R.: La rete camerale italiana all’estero si confronta direttamente e costantemente con le imprese italiane, rappresentando un osservatorio attento e reale del Sistema Paese oltre che un network solido e radicato sui vari territori a presidio degli investimenti e delle relazioni commerciali con l’Italia. Aggiungo, inoltre, che, a titolo d’esempio, la rete camerale italiana all’estero, e la nostra Camera di Commercio, è intevenuta a supporto delle aziende italiane già durante il periodo pandemico, supporto avvenuta in stretta collaborazione con Unioncamere, il sistema delle Camere di Commercio Italiane, su indicazioni del Ministero dello Sviluppo Economico. Azioni di assistenza concreta che hanno fatto sì che le imprese italiane ricevessero “conforto” e “sostegno” nelle relazioni bilaterali “interrotte” dalla pandemia. Analogamente, la rete camerale italiana all’estero si è già attivata a seguito della guerra tra Russia e Ucraina, svolgendo azioni di assistenza alle imprese italiane operanti nei Paesi dell’Est Europa (i.e. intermediazione legale nei casi di imprese italiane con lavoratori provenienti dai Paesi colpiti dalla guerra, ecc, azione di partenariato con le ONG lungo i corridoi umanitari, ecc).

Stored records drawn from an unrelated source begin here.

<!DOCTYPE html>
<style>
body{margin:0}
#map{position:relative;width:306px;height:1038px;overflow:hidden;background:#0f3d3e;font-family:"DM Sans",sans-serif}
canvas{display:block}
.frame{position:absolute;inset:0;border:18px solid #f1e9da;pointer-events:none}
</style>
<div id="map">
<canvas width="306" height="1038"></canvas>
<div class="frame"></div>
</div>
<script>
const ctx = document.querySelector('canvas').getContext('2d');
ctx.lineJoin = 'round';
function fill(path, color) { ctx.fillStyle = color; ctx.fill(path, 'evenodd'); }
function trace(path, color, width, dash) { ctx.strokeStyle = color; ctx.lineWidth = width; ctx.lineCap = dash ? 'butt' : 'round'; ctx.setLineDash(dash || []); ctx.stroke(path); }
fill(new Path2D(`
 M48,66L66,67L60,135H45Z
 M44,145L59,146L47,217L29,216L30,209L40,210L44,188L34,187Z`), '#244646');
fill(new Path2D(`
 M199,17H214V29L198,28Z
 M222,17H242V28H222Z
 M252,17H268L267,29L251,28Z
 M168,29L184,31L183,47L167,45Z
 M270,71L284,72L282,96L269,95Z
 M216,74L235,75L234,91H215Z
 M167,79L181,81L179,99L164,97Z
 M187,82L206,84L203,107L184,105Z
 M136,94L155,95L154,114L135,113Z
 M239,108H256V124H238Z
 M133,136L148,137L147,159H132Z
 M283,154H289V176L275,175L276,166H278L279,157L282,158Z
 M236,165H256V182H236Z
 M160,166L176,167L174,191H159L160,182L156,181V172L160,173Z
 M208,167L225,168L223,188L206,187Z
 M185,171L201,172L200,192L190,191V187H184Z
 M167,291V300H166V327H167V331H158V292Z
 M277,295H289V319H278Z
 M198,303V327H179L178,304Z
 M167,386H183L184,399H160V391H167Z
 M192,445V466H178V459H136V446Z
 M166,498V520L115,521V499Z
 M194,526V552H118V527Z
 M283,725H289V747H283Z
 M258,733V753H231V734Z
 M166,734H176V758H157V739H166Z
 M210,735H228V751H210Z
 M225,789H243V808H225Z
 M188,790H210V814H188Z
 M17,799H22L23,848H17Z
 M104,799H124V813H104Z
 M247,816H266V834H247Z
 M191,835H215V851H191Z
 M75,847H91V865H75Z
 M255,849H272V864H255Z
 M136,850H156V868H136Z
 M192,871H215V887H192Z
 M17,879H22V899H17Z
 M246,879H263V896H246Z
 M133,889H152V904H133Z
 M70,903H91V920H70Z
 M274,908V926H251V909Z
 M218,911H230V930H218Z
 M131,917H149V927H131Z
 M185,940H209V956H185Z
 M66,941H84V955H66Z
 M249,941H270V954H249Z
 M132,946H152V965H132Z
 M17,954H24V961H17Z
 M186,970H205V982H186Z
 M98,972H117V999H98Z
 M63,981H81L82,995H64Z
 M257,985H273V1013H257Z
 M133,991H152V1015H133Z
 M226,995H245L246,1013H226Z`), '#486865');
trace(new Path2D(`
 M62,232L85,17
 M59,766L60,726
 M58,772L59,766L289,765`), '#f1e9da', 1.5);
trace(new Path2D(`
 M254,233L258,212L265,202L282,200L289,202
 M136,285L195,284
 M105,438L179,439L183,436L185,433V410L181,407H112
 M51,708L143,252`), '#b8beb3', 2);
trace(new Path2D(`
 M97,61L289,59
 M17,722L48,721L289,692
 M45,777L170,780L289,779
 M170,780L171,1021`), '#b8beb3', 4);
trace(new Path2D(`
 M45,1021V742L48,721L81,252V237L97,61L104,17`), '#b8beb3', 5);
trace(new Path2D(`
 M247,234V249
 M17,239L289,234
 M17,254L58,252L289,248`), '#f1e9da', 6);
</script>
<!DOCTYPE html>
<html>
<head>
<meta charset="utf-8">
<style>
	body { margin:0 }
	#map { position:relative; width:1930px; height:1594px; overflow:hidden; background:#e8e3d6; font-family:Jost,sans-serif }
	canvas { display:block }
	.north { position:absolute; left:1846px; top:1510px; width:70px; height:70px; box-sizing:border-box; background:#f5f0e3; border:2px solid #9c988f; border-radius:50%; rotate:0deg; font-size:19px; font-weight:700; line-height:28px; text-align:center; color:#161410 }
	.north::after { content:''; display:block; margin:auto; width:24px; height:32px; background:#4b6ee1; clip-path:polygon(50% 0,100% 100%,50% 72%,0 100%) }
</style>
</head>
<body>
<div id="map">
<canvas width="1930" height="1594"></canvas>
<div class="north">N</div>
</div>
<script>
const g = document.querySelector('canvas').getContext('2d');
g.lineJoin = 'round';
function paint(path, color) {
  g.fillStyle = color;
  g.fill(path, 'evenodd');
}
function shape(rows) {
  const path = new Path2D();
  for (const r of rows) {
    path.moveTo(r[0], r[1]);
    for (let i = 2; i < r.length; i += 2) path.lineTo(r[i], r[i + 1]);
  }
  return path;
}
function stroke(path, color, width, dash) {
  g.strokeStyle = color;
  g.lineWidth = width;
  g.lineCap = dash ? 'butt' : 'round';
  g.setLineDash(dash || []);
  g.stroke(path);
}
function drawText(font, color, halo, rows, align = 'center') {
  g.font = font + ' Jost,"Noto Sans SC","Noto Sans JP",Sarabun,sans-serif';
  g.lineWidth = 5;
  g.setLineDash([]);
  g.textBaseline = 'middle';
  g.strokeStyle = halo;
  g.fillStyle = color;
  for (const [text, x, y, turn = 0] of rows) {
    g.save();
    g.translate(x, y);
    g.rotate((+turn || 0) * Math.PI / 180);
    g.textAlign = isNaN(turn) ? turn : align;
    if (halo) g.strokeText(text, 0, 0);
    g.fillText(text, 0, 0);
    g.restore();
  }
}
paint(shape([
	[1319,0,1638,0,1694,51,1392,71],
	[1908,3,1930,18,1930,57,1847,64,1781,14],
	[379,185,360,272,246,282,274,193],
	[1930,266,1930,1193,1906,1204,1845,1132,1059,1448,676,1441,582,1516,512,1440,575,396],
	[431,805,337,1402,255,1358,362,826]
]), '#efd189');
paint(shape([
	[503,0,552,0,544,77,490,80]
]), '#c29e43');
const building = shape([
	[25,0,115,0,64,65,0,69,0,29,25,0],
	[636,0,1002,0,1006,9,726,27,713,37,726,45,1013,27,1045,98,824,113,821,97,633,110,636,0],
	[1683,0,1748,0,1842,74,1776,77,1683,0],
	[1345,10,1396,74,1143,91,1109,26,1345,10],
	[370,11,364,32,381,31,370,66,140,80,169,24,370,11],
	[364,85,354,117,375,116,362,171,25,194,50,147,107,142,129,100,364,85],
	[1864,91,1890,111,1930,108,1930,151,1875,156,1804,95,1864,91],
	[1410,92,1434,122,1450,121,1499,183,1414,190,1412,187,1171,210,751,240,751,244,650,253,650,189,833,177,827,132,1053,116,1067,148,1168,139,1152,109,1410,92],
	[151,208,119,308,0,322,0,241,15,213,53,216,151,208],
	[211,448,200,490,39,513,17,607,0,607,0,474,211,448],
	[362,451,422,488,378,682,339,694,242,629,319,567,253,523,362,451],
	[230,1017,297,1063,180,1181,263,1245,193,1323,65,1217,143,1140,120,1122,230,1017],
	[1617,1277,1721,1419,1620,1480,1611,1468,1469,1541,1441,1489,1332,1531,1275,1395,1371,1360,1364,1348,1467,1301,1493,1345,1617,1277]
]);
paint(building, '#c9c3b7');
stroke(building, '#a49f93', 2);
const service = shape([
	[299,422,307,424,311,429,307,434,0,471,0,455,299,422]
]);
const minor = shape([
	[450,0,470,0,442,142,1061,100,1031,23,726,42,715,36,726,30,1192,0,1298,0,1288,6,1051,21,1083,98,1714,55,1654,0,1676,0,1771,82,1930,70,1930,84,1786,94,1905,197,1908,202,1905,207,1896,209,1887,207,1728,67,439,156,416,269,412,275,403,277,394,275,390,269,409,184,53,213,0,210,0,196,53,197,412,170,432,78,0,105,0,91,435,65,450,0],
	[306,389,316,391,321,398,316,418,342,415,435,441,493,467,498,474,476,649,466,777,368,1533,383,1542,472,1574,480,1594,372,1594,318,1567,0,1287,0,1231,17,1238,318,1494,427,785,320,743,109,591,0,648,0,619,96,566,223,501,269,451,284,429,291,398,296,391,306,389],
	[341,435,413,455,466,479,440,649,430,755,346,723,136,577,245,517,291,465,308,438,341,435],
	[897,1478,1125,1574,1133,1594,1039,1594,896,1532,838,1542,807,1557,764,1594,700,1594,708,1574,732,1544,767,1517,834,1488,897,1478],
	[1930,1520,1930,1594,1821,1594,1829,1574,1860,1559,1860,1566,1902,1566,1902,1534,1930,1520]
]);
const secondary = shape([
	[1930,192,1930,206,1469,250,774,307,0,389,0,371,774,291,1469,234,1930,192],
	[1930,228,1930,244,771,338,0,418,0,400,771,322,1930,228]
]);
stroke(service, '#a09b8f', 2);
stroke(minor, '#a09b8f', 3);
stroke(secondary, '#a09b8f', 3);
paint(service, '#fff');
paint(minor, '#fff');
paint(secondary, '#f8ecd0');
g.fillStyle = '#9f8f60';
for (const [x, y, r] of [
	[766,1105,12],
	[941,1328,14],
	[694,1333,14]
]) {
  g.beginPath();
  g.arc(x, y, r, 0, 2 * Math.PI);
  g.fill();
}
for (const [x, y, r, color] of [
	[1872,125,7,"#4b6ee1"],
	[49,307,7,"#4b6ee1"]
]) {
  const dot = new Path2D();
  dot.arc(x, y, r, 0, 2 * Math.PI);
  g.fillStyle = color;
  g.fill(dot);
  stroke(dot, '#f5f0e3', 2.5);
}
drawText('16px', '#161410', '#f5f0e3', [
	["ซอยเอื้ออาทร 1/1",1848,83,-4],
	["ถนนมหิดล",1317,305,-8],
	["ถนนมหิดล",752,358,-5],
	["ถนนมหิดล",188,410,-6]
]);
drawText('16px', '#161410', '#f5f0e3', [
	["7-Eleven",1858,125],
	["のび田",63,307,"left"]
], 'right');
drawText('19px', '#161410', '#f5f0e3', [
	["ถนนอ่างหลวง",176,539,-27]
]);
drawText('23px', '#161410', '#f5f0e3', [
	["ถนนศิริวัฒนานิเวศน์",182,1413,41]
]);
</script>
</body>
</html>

Sentiamo in conclusione anche il Segretario Generale della Camera di Commercio di Chieti Pescara Michele De Vita.
D.: Circa 17.000 in Abruzzo le imprese coinvolte a causa della guerra Russia-Ucraina, con un coinvolgimento di oltre 77.000 lavoratori, quanto è importante il sostengo dell’Ente camerale con bandi e misure a favore dello sviluppo del territorio e delle imprese in questo momento drammatico per l’economia?
R.: La Camera di Commercio di Chieti Pescara, nei primi mesi dell’anno, ha presentato gli interventi 2022 a sostegno delle imprese del nostro territorio di competenza. Abbiamo stanziato nello specifico 575.000 euro di contributi indirizzati alle micro, piccolo e medie imprese iscritte nel Registro Imprese del’Ente ma anche diretti ad Associazioni di categoria con l’obiettivo di valorizzare l’internazionalizzazione, il nostro patrimonio culturale, nonché lo sviluppo e la promozione del turismo.
Inoltre vogliamo sostenere le imprese del territorio di Chieti Pescara con un percorso volto a favorire gli investimenti in ottica di digitalizzazione e innovazione, cercando di accrescere le competenze necessarie per competere in maniera efficace a livello nazionale ed internazionale non tralasciando la promozione della nostra offerta turistica in un territorio splendido come quello abruzzese.